(Stored items)
——

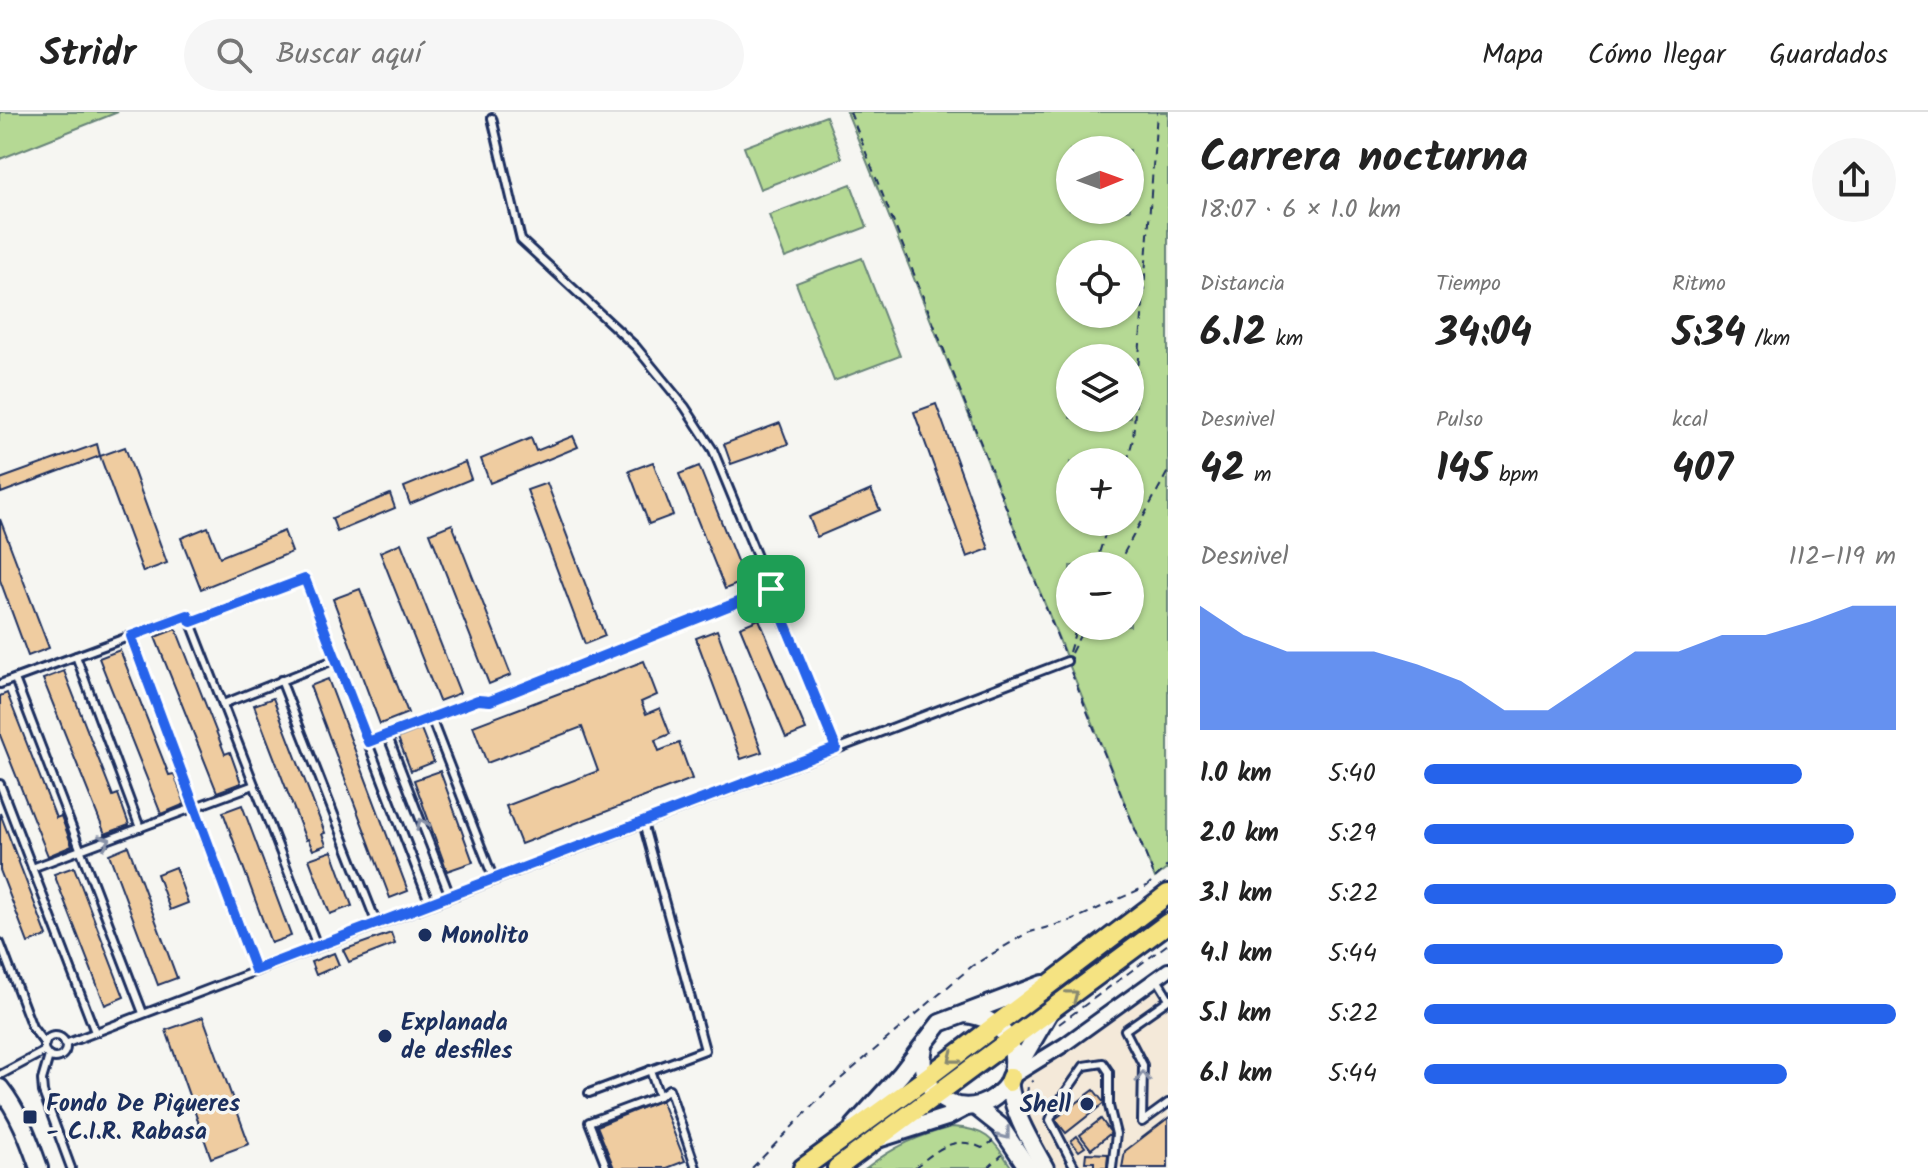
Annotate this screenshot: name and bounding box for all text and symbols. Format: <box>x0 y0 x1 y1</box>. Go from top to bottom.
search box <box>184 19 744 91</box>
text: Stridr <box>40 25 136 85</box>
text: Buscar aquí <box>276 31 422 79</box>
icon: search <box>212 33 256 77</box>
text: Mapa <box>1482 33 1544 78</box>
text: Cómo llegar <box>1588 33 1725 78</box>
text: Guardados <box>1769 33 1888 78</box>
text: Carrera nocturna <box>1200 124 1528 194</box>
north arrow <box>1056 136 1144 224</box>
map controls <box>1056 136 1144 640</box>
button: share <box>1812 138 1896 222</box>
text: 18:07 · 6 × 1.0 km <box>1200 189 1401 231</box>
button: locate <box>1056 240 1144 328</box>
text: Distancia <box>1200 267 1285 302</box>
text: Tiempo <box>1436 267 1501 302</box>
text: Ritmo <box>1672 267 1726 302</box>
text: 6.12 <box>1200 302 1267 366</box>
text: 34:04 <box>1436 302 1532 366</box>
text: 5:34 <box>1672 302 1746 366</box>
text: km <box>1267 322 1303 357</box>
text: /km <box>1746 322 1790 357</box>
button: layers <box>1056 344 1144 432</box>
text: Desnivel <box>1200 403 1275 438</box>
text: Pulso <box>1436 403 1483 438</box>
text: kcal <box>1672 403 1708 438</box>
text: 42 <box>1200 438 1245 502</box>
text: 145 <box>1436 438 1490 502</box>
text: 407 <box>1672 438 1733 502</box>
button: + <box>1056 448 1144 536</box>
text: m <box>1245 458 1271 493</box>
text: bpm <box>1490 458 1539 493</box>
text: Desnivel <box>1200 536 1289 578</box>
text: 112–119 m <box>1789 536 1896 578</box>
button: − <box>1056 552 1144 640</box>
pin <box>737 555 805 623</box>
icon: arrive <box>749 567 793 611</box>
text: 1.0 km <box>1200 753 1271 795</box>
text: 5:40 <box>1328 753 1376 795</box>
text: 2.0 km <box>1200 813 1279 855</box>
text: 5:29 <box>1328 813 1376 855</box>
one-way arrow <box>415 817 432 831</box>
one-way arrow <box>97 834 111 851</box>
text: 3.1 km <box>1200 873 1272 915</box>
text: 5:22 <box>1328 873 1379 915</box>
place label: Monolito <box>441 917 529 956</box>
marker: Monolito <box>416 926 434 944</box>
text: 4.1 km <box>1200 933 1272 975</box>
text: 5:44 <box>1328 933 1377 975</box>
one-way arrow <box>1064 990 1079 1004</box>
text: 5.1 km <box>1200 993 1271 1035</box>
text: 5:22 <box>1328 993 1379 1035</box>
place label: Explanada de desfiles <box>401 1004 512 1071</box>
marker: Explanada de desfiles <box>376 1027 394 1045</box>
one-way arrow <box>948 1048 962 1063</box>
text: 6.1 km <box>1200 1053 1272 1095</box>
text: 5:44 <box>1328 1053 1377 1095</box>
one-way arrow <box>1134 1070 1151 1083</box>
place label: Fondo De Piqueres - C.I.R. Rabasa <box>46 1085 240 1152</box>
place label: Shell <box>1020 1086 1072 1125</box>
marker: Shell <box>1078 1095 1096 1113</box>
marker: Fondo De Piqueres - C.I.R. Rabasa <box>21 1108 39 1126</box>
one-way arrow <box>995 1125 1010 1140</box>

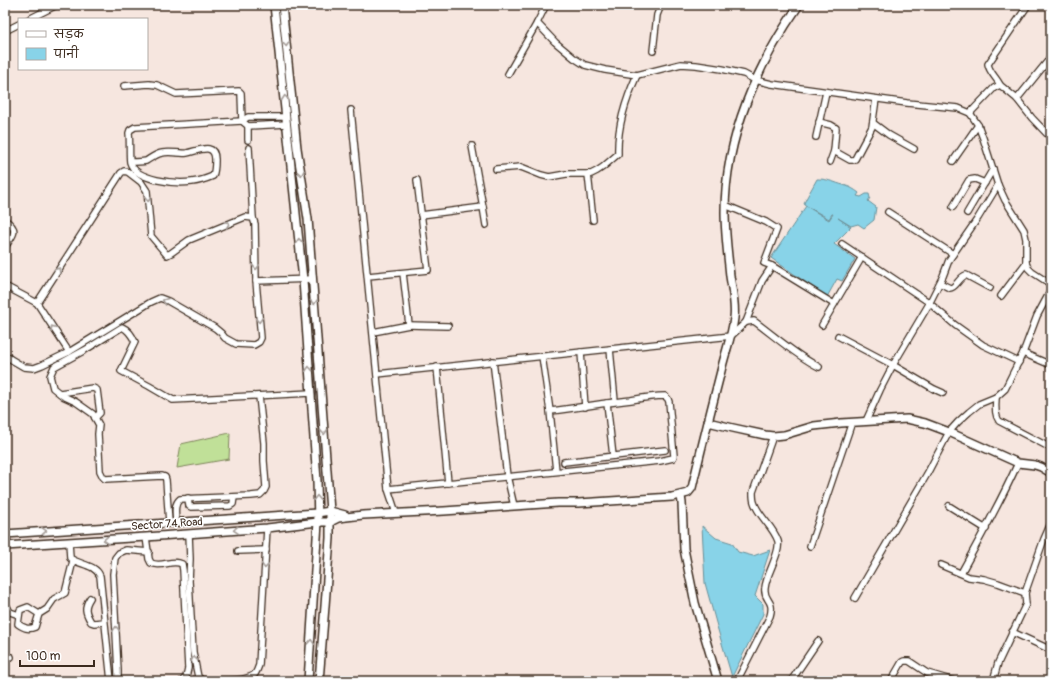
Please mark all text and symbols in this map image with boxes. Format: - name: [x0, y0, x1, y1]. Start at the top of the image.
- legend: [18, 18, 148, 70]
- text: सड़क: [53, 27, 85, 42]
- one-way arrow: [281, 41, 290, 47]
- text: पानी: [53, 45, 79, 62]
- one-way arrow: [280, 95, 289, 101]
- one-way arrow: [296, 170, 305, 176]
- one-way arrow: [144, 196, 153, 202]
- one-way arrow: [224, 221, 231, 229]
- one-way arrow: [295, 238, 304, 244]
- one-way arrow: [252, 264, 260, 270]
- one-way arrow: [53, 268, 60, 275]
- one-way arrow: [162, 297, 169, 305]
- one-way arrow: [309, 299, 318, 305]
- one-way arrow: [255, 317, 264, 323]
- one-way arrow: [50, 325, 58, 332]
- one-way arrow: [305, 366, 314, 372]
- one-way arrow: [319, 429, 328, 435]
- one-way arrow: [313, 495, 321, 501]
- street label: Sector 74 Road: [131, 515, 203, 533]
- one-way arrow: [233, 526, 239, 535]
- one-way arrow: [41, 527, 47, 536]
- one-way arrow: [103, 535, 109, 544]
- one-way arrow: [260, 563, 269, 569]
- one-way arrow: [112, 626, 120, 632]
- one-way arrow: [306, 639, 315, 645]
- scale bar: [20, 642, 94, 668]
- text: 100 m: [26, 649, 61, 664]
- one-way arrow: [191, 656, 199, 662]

——

▶ [WORK INSTRUCTIONS] Bring together each line above where the string "Format" turns up.

▶ [RESPONSE AREA]
Annotate this screenshot: name and bounding box for all text and symbols. Format: <box>x0 y0 x1 y1</box>. Go from top to bottom.
Please mark all text and symbols in this map image with boxes. Format: - name: [x0, y0, x1, y1]. Start at the top of the image.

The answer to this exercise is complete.